→ **Recorded data**:
[Start of section]
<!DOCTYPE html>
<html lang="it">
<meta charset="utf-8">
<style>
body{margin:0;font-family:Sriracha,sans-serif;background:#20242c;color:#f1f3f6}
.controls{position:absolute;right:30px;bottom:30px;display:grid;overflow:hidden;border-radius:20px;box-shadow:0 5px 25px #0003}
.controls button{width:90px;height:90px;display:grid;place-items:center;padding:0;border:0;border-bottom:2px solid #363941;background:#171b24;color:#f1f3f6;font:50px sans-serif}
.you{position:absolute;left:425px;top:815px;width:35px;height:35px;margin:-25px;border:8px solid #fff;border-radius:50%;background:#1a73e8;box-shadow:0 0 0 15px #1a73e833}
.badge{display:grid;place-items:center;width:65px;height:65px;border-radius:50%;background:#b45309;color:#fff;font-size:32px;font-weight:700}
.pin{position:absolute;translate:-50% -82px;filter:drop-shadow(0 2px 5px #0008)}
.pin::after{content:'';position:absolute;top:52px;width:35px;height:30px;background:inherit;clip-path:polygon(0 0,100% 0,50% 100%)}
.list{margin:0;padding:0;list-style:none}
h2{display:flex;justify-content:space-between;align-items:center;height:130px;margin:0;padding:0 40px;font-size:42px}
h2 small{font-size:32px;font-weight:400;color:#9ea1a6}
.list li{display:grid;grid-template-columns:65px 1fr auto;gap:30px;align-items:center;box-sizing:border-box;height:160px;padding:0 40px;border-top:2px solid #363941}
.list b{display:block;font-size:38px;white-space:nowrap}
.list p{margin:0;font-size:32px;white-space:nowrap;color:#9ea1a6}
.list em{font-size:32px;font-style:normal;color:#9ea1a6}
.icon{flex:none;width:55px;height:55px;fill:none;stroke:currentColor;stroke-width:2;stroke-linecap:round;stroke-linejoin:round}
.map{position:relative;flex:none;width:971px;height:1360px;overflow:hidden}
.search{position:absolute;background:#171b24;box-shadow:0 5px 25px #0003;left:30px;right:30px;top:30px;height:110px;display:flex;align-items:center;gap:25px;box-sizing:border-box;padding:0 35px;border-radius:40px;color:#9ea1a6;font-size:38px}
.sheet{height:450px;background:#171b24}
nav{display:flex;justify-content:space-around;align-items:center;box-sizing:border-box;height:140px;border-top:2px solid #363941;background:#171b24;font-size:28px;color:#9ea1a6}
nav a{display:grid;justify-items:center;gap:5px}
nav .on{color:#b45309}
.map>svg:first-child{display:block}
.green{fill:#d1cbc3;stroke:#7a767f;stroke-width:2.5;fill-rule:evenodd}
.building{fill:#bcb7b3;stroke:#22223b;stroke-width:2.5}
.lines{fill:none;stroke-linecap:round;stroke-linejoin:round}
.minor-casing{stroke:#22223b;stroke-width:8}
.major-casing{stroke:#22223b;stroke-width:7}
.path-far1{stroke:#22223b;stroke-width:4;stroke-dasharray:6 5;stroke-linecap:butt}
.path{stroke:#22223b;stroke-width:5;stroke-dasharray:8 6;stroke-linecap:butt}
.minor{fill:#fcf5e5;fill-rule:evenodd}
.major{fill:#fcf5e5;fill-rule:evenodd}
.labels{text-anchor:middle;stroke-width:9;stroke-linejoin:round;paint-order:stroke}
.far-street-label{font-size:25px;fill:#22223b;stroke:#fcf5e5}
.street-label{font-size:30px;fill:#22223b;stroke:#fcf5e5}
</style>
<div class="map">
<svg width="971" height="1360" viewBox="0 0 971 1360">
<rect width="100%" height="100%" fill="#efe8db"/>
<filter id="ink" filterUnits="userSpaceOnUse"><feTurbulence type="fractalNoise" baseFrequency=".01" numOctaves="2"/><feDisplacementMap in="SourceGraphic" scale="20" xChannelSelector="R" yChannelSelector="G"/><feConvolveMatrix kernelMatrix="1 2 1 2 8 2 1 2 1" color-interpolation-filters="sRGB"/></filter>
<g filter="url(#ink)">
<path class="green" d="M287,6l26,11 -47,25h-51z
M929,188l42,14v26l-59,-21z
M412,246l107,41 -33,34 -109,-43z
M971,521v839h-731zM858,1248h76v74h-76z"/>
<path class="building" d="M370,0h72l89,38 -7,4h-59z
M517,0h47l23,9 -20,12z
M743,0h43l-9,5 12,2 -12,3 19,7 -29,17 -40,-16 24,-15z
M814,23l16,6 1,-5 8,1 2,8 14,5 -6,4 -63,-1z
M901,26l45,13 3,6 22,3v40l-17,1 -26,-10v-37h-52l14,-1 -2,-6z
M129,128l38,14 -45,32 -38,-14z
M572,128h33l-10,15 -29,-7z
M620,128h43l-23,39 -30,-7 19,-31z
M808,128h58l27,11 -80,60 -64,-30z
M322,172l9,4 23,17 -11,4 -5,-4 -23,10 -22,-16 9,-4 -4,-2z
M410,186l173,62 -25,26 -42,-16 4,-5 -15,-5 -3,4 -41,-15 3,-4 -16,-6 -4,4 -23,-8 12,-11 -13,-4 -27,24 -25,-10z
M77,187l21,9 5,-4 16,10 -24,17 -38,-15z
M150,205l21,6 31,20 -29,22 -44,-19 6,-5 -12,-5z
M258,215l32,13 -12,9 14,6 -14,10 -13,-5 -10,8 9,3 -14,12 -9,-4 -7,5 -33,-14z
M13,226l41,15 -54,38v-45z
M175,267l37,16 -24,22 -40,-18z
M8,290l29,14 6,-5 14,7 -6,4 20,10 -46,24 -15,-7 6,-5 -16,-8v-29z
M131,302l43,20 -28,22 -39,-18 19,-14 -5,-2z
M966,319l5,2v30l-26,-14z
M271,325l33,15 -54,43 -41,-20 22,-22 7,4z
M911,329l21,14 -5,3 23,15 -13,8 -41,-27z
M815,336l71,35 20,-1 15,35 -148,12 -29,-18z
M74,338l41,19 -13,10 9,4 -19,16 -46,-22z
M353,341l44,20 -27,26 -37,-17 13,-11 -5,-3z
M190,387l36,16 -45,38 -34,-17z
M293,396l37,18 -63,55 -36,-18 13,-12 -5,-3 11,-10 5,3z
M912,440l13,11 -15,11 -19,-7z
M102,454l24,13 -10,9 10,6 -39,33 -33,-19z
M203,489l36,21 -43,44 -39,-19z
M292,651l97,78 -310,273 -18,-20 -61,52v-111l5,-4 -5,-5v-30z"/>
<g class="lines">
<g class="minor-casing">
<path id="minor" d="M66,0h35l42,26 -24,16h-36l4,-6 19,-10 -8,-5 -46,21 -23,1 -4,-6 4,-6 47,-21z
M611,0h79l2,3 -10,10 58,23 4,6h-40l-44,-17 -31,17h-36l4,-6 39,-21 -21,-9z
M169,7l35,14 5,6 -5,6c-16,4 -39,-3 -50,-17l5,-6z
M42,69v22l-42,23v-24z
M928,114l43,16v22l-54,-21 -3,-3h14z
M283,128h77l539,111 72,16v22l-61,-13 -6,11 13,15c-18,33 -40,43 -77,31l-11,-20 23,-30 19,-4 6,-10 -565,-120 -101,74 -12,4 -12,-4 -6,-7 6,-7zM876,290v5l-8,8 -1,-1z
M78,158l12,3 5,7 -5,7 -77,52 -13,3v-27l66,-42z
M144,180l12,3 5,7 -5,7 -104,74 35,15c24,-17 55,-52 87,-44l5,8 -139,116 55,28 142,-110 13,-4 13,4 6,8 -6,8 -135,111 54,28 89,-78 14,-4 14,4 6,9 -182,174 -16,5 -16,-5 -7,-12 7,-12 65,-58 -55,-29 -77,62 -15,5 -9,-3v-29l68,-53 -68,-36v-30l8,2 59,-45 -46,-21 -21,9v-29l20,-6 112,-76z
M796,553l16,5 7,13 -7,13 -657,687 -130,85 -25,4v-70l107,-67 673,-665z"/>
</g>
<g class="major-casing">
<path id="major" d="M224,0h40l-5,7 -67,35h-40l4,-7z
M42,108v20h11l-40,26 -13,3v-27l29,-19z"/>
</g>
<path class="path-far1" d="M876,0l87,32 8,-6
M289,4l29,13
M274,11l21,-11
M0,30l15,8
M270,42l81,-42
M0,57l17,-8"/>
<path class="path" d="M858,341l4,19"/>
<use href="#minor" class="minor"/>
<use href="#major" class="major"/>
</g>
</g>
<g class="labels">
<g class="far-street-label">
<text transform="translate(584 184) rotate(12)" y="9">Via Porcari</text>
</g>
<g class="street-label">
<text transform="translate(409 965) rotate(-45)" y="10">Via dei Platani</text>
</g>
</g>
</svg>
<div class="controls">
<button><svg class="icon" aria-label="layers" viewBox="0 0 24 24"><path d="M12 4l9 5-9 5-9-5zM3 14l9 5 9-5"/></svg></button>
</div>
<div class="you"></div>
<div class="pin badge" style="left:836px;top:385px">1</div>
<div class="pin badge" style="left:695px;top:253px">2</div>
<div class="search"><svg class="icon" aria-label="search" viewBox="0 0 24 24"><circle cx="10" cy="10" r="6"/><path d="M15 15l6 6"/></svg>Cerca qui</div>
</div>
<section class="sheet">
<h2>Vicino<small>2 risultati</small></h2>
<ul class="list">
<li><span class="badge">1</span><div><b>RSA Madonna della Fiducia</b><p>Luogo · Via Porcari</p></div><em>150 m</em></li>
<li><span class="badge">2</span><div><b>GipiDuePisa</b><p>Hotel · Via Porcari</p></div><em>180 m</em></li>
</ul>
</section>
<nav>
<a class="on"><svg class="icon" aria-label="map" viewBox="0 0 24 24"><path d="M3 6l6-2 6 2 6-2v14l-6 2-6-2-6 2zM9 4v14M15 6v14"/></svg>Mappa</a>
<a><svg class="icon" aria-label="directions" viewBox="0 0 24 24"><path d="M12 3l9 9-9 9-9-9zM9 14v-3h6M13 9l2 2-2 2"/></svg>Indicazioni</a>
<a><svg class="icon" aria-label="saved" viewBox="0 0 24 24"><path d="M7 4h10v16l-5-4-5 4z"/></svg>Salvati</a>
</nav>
[End of section]
→ **What to do**: Show each line in the listing above that has "linecap".

→ **Task solution**:
.icon{flex:none;width:55px;height:55px;fill:none;stroke:currentColor;stroke-width:2;stroke-linecap:round;stroke-linejoin:round}
.lines{fill:none;stroke-linecap:round;stroke-linejoin:round}
.path-far1{stroke:#22223b;stroke-width:4;stroke-dasharray:6 5;stroke-linecap:butt}
.path{stroke:#22223b;stroke-width:5;stroke-dasharray:8 6;stroke-linecap:butt}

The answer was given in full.